Israeli occupation forces killed two protesters in Gaza on Friday, both of them children, according to Al Mezan, a human rights group in the territory.
The deaths bring to three the number of Palestinians killed by Israeli forces during the week. Abdallah Faisal Tawalbeh, 21, was shot dead by soldiers in the northern West Bank on Monday.
On Friday, Hasan Iyad Abd al-Fattah Shalabi, 14, died after he was shot in the chest while 60 meters from the boundary fence with Israel in Khan Younis, southern Gaza.
Hamza Muhammad Rushdi Ishtaiwi, 17, was fatally shot in the neck when he was 50 meters from the fence east of Gaza City. A photo of the slain teen circulated on social media after his death:
The boys killed in Gaza on Friday are the fourth and fifth Palestinian child fatalities at the hands of Israeli forces so far this year.
Thirty-eight children are among the 188 Palestinians killed by Israeli forces during the Great March of Return protests that were launched on 30 March last year.
Ahmad Ghazi Abbas Abu Jabal, 30, died on Sunday from injuries sustained during protests along Gaza’s northern boundary the previous week.
During Friday’s protests Israeli forces injured more than 100 Palestinians, including 43 children, five women and a paramedic, according to Al Mezan.
Nearly two dozen were injured by live fire during the protests, while nearly 50 people were hit directly with tear gas projectiles, critically wounding one.
More than 7,600 Palestinians have been injured by live fire during the protests since their launch.
Healthcare system in crisis
While Gaza’s healthcare system has been in chronic crisis for years, it has become acute as hospitals struggle to cope with the staggering number of protest casualties.
Israeli military officials have warned lawmakers that Gaza’s healthcare system is on the verge of collapse, making it “difficult for the Israeli army to fight in the Strip for long” in any future military confrontation before “intense international intervention,” the Tel Aviv daily Haaretz reported this week.
Israel’s top leadership have been informed by an international medical organization that “around 6,000 people with bullet wounds are still awaiting urgent operations,” according to Haaretz.

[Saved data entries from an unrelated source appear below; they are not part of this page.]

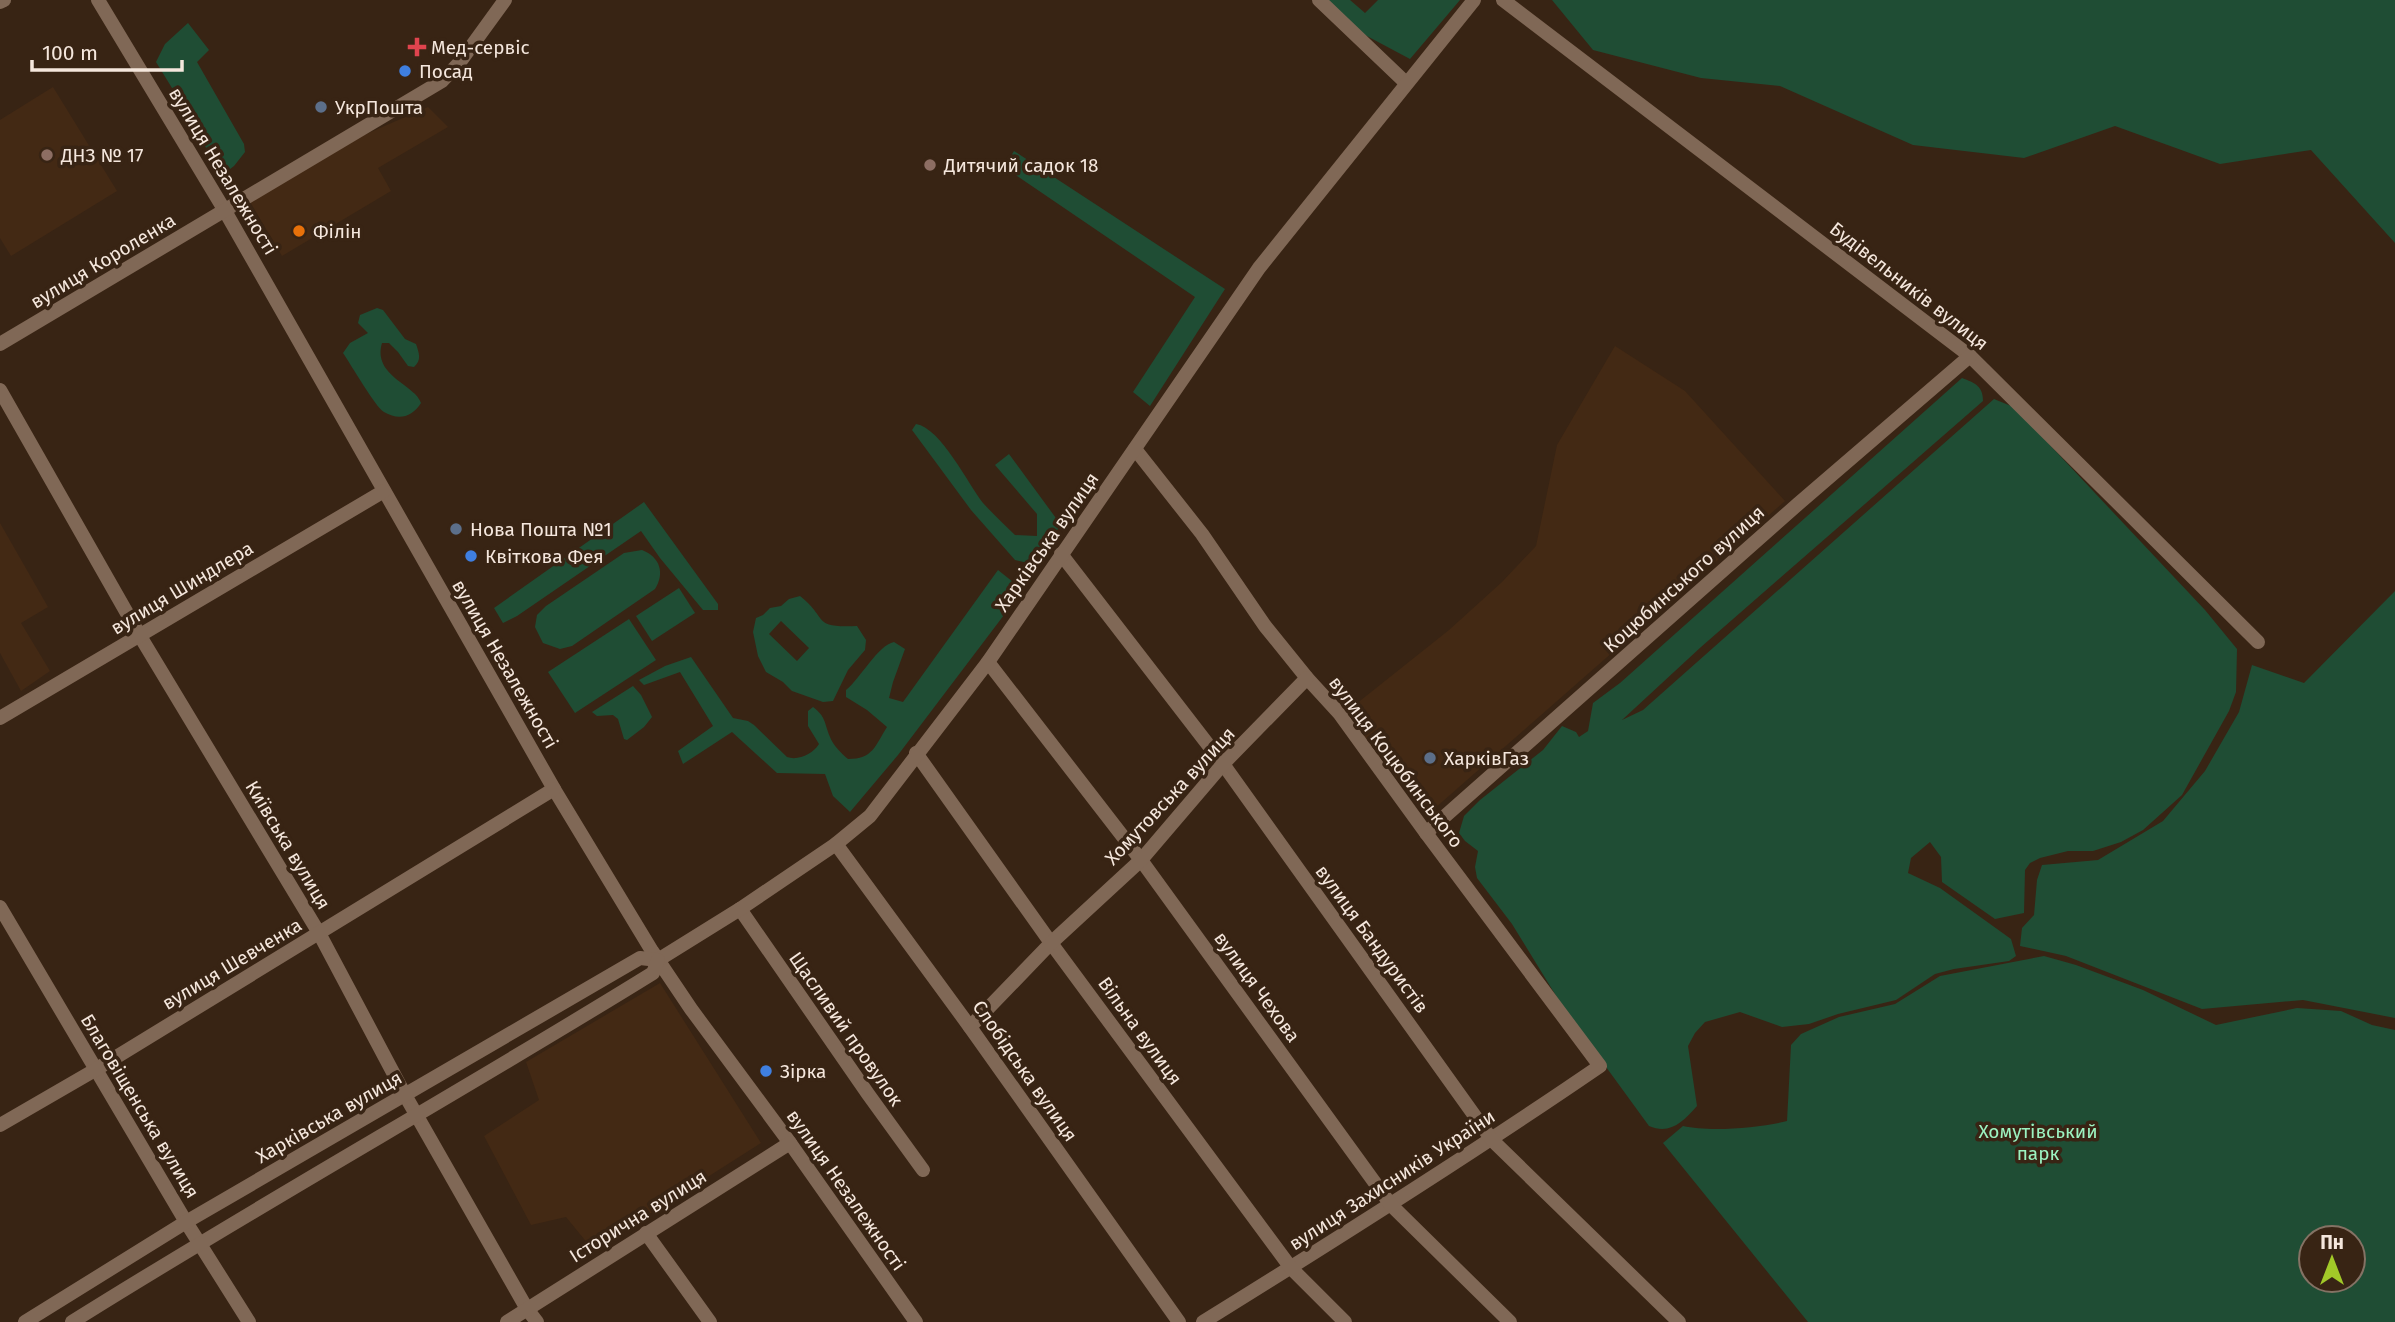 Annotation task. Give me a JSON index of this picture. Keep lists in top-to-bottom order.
{
  "streets": {
    "street": [
      "вулиця Незалежності",
      "вулиця Короленка",
      "Будівельників вулиця",
      "Харківська вулиця",
      "Коцюбинського вулиця",
      "вулиця Шиндлера",
      "вулиця Коцюбинського",
      "Хомутовська вулиця",
      "Київська вулиця",
      "вулиця Бандуристів",
      "вулиця Шевченка",
      "вулиця Чехова",
      "Щасливий провулок",
      "Вільна вулиця",
      "Слобідська вулиця",
      "Благовіщенська вулиця",
      "вулиця Захисників України",
      "Історична вулиця"
    ]
  },
  "crossings": [
    ["вулиця Незалежності", "вулиця Короленка"],
    ["вулиця Незалежності", "Харківська вулиця"],
    ["вулиця Незалежності", "вулиця Шиндлера"],
    ["вулиця Незалежності", "вулиця Шевченка"],
    ["вулиця Незалежності", "Історична вулиця"],
    ["Будівельників вулиця", "Коцюбинського вулиця"],
    ["Харківська вулиця", "вулиця Коцюбинського"],
    ["Харківська вулиця", "Київська вулиця"],
    ["Харківська вулиця", "вулиця Бандуристів"],
    ["Харківська вулиця", "вулиця Чехова"],
    ["Харківська вулиця", "Щасливий провулок"],
    ["Харківська вулиця", "Вільна вулиця"],
    ["Харківська вулиця", "Слобідська вулиця"],
    ["Харківська вулиця", "Благовіщенська вулиця"],
    ["Коцюбинського вулиця", "вулиця Коцюбинського"],
    ["вулиця Шиндлера", "Київська вулиця"],
    ["вулиця Коцюбинського", "Хомутовська вулиця"],
    ["вулиця Коцюбинського", "вулиця Захисників України"],
    ["Хомутовська вулиця", "вулиця Бандуристів"],
    ["Хомутовська вулиця", "вулиця Чехова"],
    ["Хомутовська вулиця", "Вільна вулиця"],
    ["Хомутовська вулиця", "Слобідська вулиця"],
    ["Київська вулиця", "вулиця Шевченка"],
    ["Київська вулиця", "Історична вулиця"],
    ["вулиця Бандуристів", "вулиця Захисників України"],
    ["вулиця Шевченка", "Благовіщенська вулиця"],
    ["вулиця Чехова", "вулиця Захисників України"],
    ["Вільна вулиця", "вулиця Захисників України"]
  ],
  "parks": ["Хомутівський парк"],
  "places": {
    "health": ["Мед-сервіс"],
    "other": [
      "Посад",
      "УкрПошта",
      "ДНЗ № 17",
      "Дитячий садок 18",
      "Філін",
      "Нова Пошта №1",
      "Квіткова Фея",
      "ХарківГаз",
      "Зірка"
    ]
  },
  "scale_bar": "100 m",
  "north": "top"
}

“Most of the wounded are not receiving proper medical care and a quarter have developed bone infections that if untreated will lead to amputations. At this point there is no agency that could treat those thousands of people,” the paper added.
There are not enough doctors in Gaza as physicians who can leave the territory have emigrated, the report states, while hospitals lack basic medicines.
Overburdened facilities have prioritized treating mass casualties from protests and “patients with cancer, diabetes or dialysis needs … are simply being sent home.”
Gaza patients denied permission to travel
Meanwhile, Israel continues to deny or delay permission to medical patients to travel outside Gaza for treatment.
Israeli authorities have allowed themselves “exceedingly long processing times” when evaluating applications from Palestinians in Gaza seeking to enter Israel or the West Bank, according to rights groups.
The directive under which COGAT, the bureaucratic arm of Israel’s military occupation, operates allows 23 business days to process applications from medical patients; 50 business days for applications from Palestinians who wish to visit a seriously ill relative or attend a first degree relative’s wedding; and 70 business days for applications from those in Gaza who wish to study abroad.
Despite these lengthy processing timeframes, COGAT “frequently fails to answer permit applications within the times stipulated in the directive, and often doesn’t respond to applications at all,” according to Gisha, a group that monitors Israel’s closure of Gaza.
One of those affected by Israel’s “draconian” policy is Atia Darwish, a photojournalist who was hit in the left eye with a tear gas canister while covering protests in Gaza last December.
The injury caused “multiple facial fractures and severe bleeding at the back of his eye, putting his sight at risk,” according to the World Health Organization.
“He had surgery to remove shrapnel from the wound, fix his lower jaw and replace fragmented bones in his face with metal plates.”
“Not an exception”
But Darwish requires further specialized care and his vision remains impaired.
He received a referral for treatment at St. John Eye Hospital in Jerusalem but his travel application was still under Israeli review by the time his appointment date arrived.
“His case is not an exception,” the World Health Organization stated.
“Of 435 permit applications to Israeli authorities by those injured during the Great March of Return demonstrations, only 19 percent have been approved. Those unable to access the health care they need face a higher risk of complications and poorer health outcomes.”
St. John Eye Hospital is one of six health facilities in occupied East Jerusalem affected by $25 million in aid cuts from the Trump administration in Washington.
The White House cut half a billion dollars in aid to Palestinians last year, further raising fears over the fate of the Palestinian healthcare system.